No single answer to stopping spread of HIV

Special to Western News

This street scene greets patients arriving for care at the East Boom Community Health Centre in Pietermaritzburg, a mid-sized urban area in KwaZulu Natal province, South Africa.

Health-care providers must fight a two-front war if there is any hope of stopping the spread of HIV, according to one Western researcher.

William Fisher, cross-appointed between Psychology and Obstetrics and Gynecology, recently published a paper outlining the effectiveness of a bidirectional intervention approach with HIV-infected individuals in South Africa. His model stresses a supportive approach that encourages two things – an adherence to medication and safer sex practices.

“There has to be a combined behavioural and biomedical approach (to intervention) and we feel our research is highly compatible, and, in fact, compromises that approach,” Fisher said.

“Our work is in support of the very fervent wish of most people with HIV that the epidemic stop with them; that’s why the work is referred to as ‘Prevention With Positives.’”

William Fisher, cross-appointed between Psychology and Obstetrics and Gynecology, centres his work in the province with urban, peri-urban and rural areas, in collaboration with colleagues at the Nelson Mandela School of Medicine at the University of KwaZulu Natal in Durban.

Adela Talbot // Western NewsWilliam Fisher, cross-appointed between Psychology and Obstetrics and Gynecology, centres his work in the province with urban, peri-urban and rural areas, in collaboration with colleagues at the Nelson Mandela School of Medicine at the University of KwaZulu Natal in Durban.

Published in the Journal of Acquired Immunodeficiency Syndromes, the paper is the result of a five-year study of approximately 2,000 HIV-infected South Africans at 16 HIV care sites in KwaZulu Natal, South Africa. It was funded by the U.S. National Institutes of Health.

“Our HIV prevention intervention was designed to be low cost and sustainable in resource-constrained countries and was implemented by existing lay counsellors already on staff at each routine patient care visit,” Fisher said. “(Our model) was brief, and it was effective in substantially reducing unsafe sexual contacts by HIV-infected individuals with all partners, and specifically with partners who were HIV-negative or HIV-status unknown.”

Fisher has spent the better part of three decades working on the prevention of HIV infection with a variety of groups including university students, inner-city minority youth and HIV-infected persons across the United States.

People living with HIV infection are on the front end of an epidemic, he explained, in that all new cases come from those who are already infected. These individuals, regardless of the country in which they live, need a proper support system to ensure they are informed about the disease and its risks, drug benefits, as well as how the infection spreads.

“The two critical issues from a public health perspective in respect to people living with HIV are prevention and support of a desire not to transmit infection,” he said.

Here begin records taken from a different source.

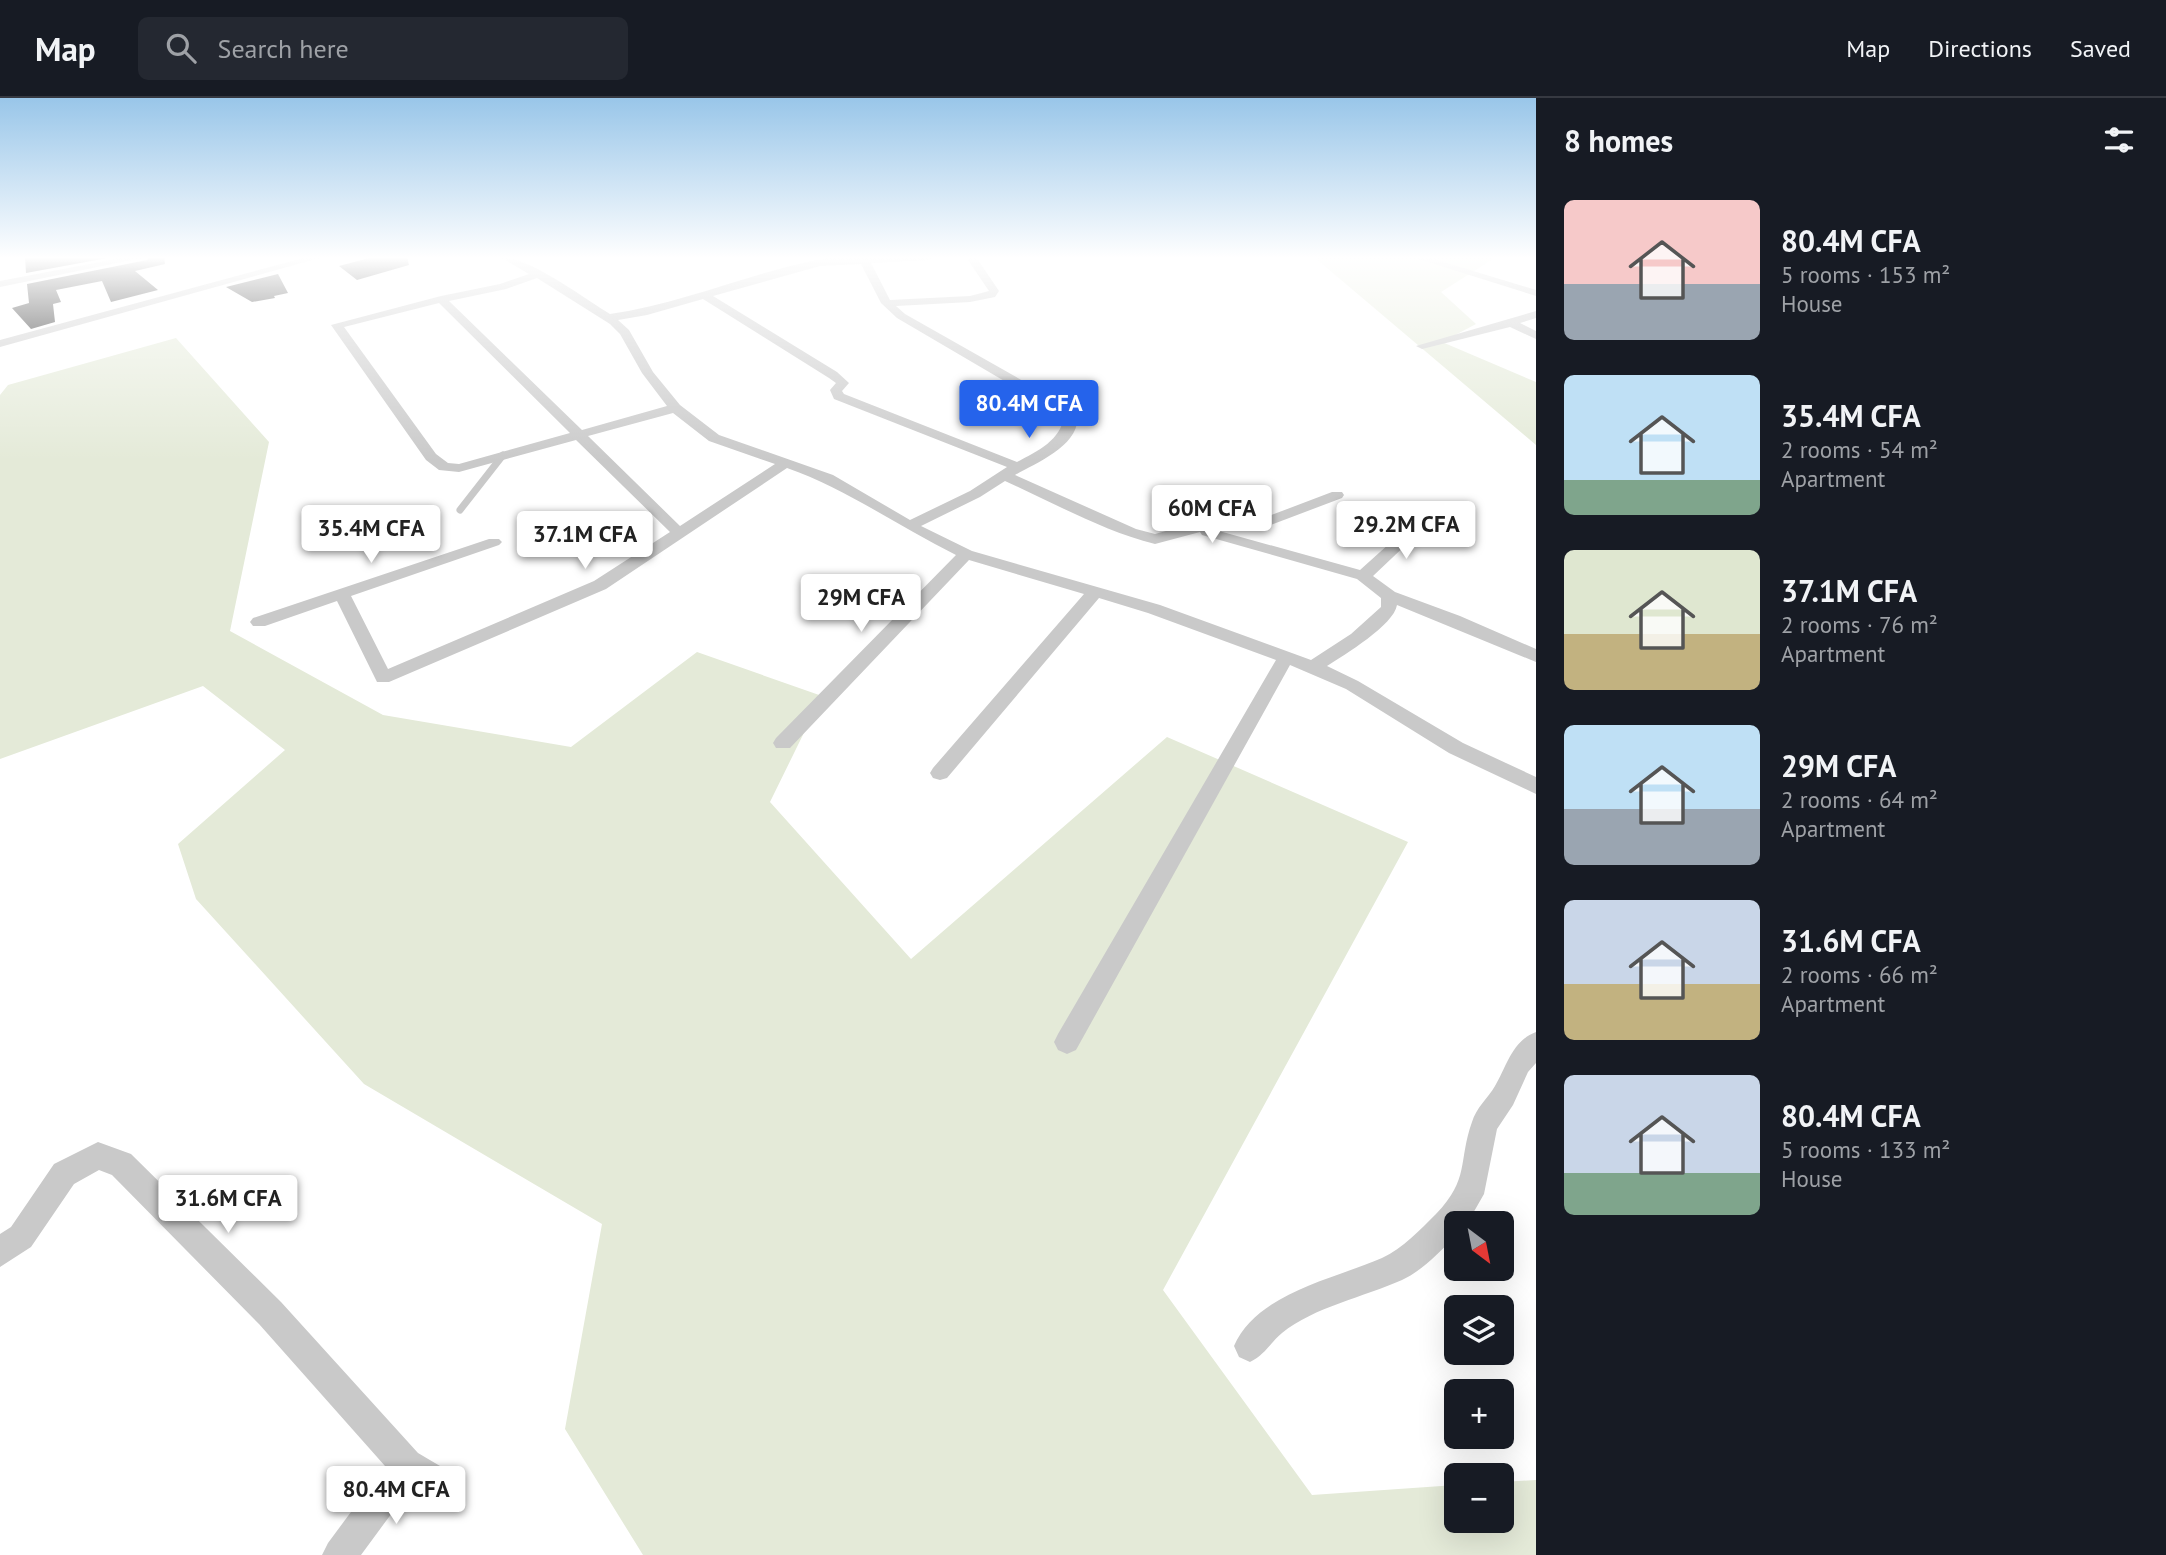 <!DOCTYPE html>
<html lang="en">
<head>
<meta charset="utf-8">
<style>
	:root { --surface:#171b24; --page:#242831; --text:#f1f3f6; --muted:#9ea1a6; --line:#363941; --accent:#2563eb }
	body { margin:0; font-family:"PT Sans",sans-serif; background:var(--page); color:var(--text); height:100vh; display:flex; flex-direction:column; font-size:26px; white-space:nowrap }
	* { box-sizing:border-box; margin:0 }
	p { font-size:23px; color:var(--muted) }
	.icon { flex:none; width:38px; height:38px; fill:none; stroke:currentColor; stroke-width:2; stroke-linecap:round; stroke-linejoin:round }
	.map { position:relative; flex:1; overflow:hidden }
	.drawer { display:flex; flex-direction:column; background:var(--surface); width:630px }
	.drawer>* { flex:none }
	.needle { width:46px; rotate:148deg }
	.tools { position:absolute; left:1444px; top:1113px; display:grid; gap:14px }
	.tools a { display:grid; place-items:center; width:70px; height:70px; border-radius:10px; background:var(--surface); box-shadow:0 7px 28px #0002; font-size:35px }
	.price { position:absolute; translate:-50% -60px; padding:0 16px; border-radius:7px; background:#fff; color:#222; font-size:23px; line-height:46px; filter:drop-shadow(0 2px 4px #0008) }
	.price::after { content:''; position:absolute; left:50%; top:42px; width:21px; height:16px; margin-left:-10px; background:inherit; clip-path:polygon(0 0,100% 0,50% 100%) }
	.price.active { background:var(--accent); color:#fff }
	ul { padding:0; list-style:none }
	li { display:flex; align-items:center; gap:21px; height:175px; padding:0 28px }
	li span { display:grid; place-items:center; flex:none; width:196px; height:140px; border-radius:10px; color:#555 }
	li>.icon { margin-inline-start:auto }
	span .icon { width:84px; height:84px; fill:#fffc; stroke-width:1 }
	li b { font-size:30px }
	h2 { display:flex; justify-content:space-between; align-items:center; height:84px; padding:0 28px; font-size:30px }
	header { display:flex; align-items:center; gap:42px; box-sizing:border-box; height:98px; padding:0 35px; background:var(--surface); border-bottom:2px solid var(--line) }
	header strong { font-size:33px }
	nav { display:flex; gap:38px; margin-inline-start:auto; font-size:24px }
	.search { width:490px; height:63px; background:var(--page); display:flex; align-items:center; gap:18px; box-sizing:border-box; padding:0 24px; border-radius:10px; color:var(--muted); font-size:26px }
	main { display:flex; flex:1; min-height:0 }
	.map>svg:first-child { display:block }
</style>
</head>
<body>
<header>
<strong>Map</strong>
<div class="search"><svg class="icon" aria-label="search" viewBox="0 0 24 24"><circle cx="10" cy="10" r="6"/><path d="M15 15l6 6"/></svg>Search here</div>
<nav><a>Map</a><a>Directions</a><a>Saved</a></nav>
</header>
<main>
<div class="map">
<svg width="1536" height="1457" viewBox="0 0 1536 1457">
	<rect width="100%" height="100%" fill="#fff"/>
	<path fill="#e4ead8" d="M1314 159H1496L1441 194 1476 226 1442 244 1536 284V347Z
		M176 240 269 344 230 533 383 617 571 649 697 554 822 598 770 704 911 861 1167 639 1408 744 1163 1192 1312 1397 1456 1387V1423H1502V1384L1536 1382V1457H643L565 1331 602 1126 364 986 196 801 178 746 285 652 203 588 0 661V297L8 287Z"/>
	<path fill="#131313" d="M25 159H113L26 175Z
		M149 159H164L165 166 135 173 158 192 111 204 102 183 56 192 61 204 53 206 55 224 31 231 12 210 29 205 27 186 147 162Z
		M373 159H407L409 167 357 182 339 168Z
		M278 176 288 195 274 198 275 200 252 204 226 189Z"/>
	<g fill="none" stroke-linecap="round" stroke-linejoin="round">
		<path stroke="#c9c9c9" stroke-width="7" d="M460 412 503 357"/>
		<path fill="#c9c9c9" fill-rule="evenodd" d="M126 159H146L0 189V183Z
			M307 159H323L0 249V242Z
			M500 159C528 158 584 200 610 216 681 206 747 176 817 162 853 155 897 158 934 159L929 162 871 165 890 202 970 198 989 193 966 159H976L999 193 995 199 970 204 896 208 905 216 1076 313C1086 345 1036 365 1015 377L1136 431 1155 436 1195 425 1261 421 1332 394H1342L1344 397 1342 400 1268 428 1219 433 1360 472 1420 418H1430L1433 421 1430 424 1373 478 1395 494 1460 518 1536 551V564L1397 507C1394 527 1344 557 1327 568L1358 583 1463 645 1536 679V696L1449 655 1346 591 1290 567 1076 952 1067 956 1058 952 1054 944 1058 936 1276 562 1148 515 1099 500 947 680 940 682 933 680 930 675 933 670 1084 496 969 462 790 650H776L773 645 776 640 956 457C899 429 847 391 787 370L606 491 389 584H377L337 503 265 528H253L250 524 253 520 489 441H499L502 444 499 447 351 498 388 571 594 483 670 434 576 342 459 374 439 372 426 362 331 227 441 198 500 186 529 176ZM861 166 881 205 897 220 1064 318C1061 342 1038 353 1017 364L844 296 842 293 849 285 837 274 713 198 820 168ZM537 180 610 226 620 236 642 275 667 308 582 332 449 203 506 191ZM703 201 829 280 836 285 830 292 834 301 1007 369 970 393 910 422 833 377 719 337 680 307 653 274 629 232 618 222 647 217ZM439 205 570 335 459 366 448 365 436 356 344 229ZM673 315 709 343 775 366 680 428 588 338ZM1005 383C1054 405 1103 433 1155 446L1200 434 1202 437 1357 481 1381 500V509L1351 536 1311 562 1160 507 972 453 921 428 980 399Z
			M1412 159H1427L1536 192V198Z
			M1536 213V220L1520 225 1536 233V241L1510 229 1422 251 1416 248Z
			M1536 934V965L1528 974 1513 1007 1497 1031 1484 1096 1468 1124 1456 1125V1137C1440 1154 1423 1172 1402 1182 1364 1199 1314 1209 1282 1235 1270 1245 1265 1257 1250 1264L1239 1259 1234 1248C1257 1195 1334 1181 1382 1160 1403 1150 1420 1132 1436 1116 1470 1081 1458 1063 1472 1024 1476 1010 1488 1000 1495 988 1507 968 1512 943 1536 934Z
			M98 1044 131 1056 281 1204 418 1355 457 1378 462 1390 457 1402 445 1407 411 1389 361 1457H322L328 1445 385 1368 259 1226 112 1077 99 1072 74 1086 31 1149 0 1169V1136L11 1129 54 1066Z"/>
	</g>
	<linearGradient id="sky" x2="0" y2="1"><stop stop-color="#99c6e9"/><stop offset="0.44" stop-color="#fff"/><stop offset="1" stop-color="#fff" stop-opacity="0"/></linearGradient>
	<rect width="1536" height="363" fill="url(#sky)"/>
</svg>
<div class="tools">
<a><svg class="needle" viewBox="-14 -14 28 28"><path d="M0-13l5 13h-10z" fill="#e53935"/><path d="M0 13l5-13h-10z" fill="#9ea1a6"/></svg></a>
<a><svg class="icon" aria-label="layers" viewBox="0 0 24 24"><path d="M12 4l9 5-9 5-9-5zM3 14l9 5 9-5"/></svg></a>
<a>+</a>
<a>−</a>
</div>
<b class="price active" style="left:1029px;top:342px">80.4M CFA</b>
<b class="price" style="left:1212px;top:447px">60M CFA</b>
<b class="price" style="left:1406px;top:463px">29.2M CFA</b>
<b class="price" style="left:371px;top:467px">35.4M CFA</b>
<b class="price" style="left:585px;top:473px">37.1M CFA</b>
<b class="price" style="left:861px;top:536px">29M CFA</b>
<b class="price" style="left:228px;top:1137px">31.6M CFA</b>
<b class="price" style="left:396px;top:1428px">80.4M CFA</b>
</div>
<section class="drawer">
<h2>8 homes<svg class="icon" aria-label="filters" viewBox="0 0 24 24"><path d="M4 7h16M4 17h16"/><circle cx="9" cy="7" r="2"/><circle cx="15" cy="17" r="2"/></svg></h2>
<ul>
<li><span style="background:linear-gradient(#f6c9c9 60%,#9aa5b1 0)"><svg class="icon" aria-label="home" viewBox="0 0 24 24"><path d="M3 11l9-7 9 7M6 9v11h12V9"/></svg></span><div><b>80.4M CFA</b><p>5 rooms · 153 m²</p><p>House</p></div></li>
<li><span style="background:linear-gradient(#bfe0f5 75%,#7fa58c 0)"><svg class="icon" aria-label="home" viewBox="0 0 24 24"><path d="M3 11l9-7 9 7M6 9v11h12V9"/></svg></span><div><b>35.4M CFA</b><p>2 rooms · 54 m²</p><p>Apartment</p></div></li>
<li><span style="background:linear-gradient(#dfe7d0 60%,#c2b280 0)"><svg class="icon" aria-label="home" viewBox="0 0 24 24"><path d="M3 11l9-7 9 7M6 9v11h12V9"/></svg></span><div><b>37.1M CFA</b><p>2 rooms · 76 m²</p><p>Apartment</p></div></li>
<li><span style="background:linear-gradient(#bfe0f5 60%,#9aa5b1 0)"><svg class="icon" aria-label="home" viewBox="0 0 24 24"><path d="M3 11l9-7 9 7M6 9v11h12V9"/></svg></span><div><b>29M CFA</b><p>2 rooms · 64 m²</p><p>Apartment</p></div></li>
<li><span style="background:linear-gradient(#c9d6e8 60%,#c2b280 0)"><svg class="icon" aria-label="home" viewBox="0 0 24 24"><path d="M3 11l9-7 9 7M6 9v11h12V9"/></svg></span><div><b>31.6M CFA</b><p>2 rooms · 66 m²</p><p>Apartment</p></div></li>
<li><span style="background:linear-gradient(#c9d6e8 70%,#7fa58c 0)"><svg class="icon" aria-label="home" viewBox="0 0 24 24"><path d="M3 11l9-7 9 7M6 9v11h12V9"/></svg></span><div><b>80.4M CFA</b><p>5 rooms · 133 m²</p><p>House</p></div></li>
</ul>
</section>
</main>
</body>
</html>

“It’s the provision of shoulder-to-shoulder interventions to provide support, skills, coaching and encouragement for HIV-infected folks to practice safer sex over the long run. That’s been absent. And the second issue is adherence to medication.”

Fisher, along with his brother, Jeffrey Fisher, and colleagues at Yale, the University of Connecticut and the Nelson Mandela School of Medicine at the University of KwaZulu Natal in Durban, South Africa, has been working on tackling both agenda items together for the last 15 years.

South Africa is the epicentre of the world for the HIV/AIDS epidemic, and targeting an intervention approach, where infection rates in childbearing women are close to 20 per cent, is crucial in curbing the spread of disease.

Fisher’s team set out to use existing clinical resources settings in South Africa. Working with care providers who come into regular contact with HIV-infected persons, they developed an approach that would help predict risky sexual behaviour in patients. In conversation with patients, with specific targeted questions, care providers would be able to determine what kind of support or information the patient needed to continue taking medication and continue safe sex practices.

Basically, the team encouraged behavioural coaching with HIV infected persons.

“We took advantage of the fact that untrained counselors are already on staff at HIV care settings. We trained them to deliver a brief intervention as part of every HIV care visit,” Fisher said.

Fisher’s team had a control group that received the standard methods of care in place of the intervention model. By the study’s end, individuals that were part of the intervention model group were more likely to stick to safer behaviours and taking their medication, he added.

“We saw a dramatic reduction in risky sexual behaviour. People in the usual care group also reduced risky behaviour but the intervention group was vastly stronger and vastly more rapid,” Fisher continued, noting there are now talks of widely implementing intervention methods.

“It’s a standard of care intervention that never ends.”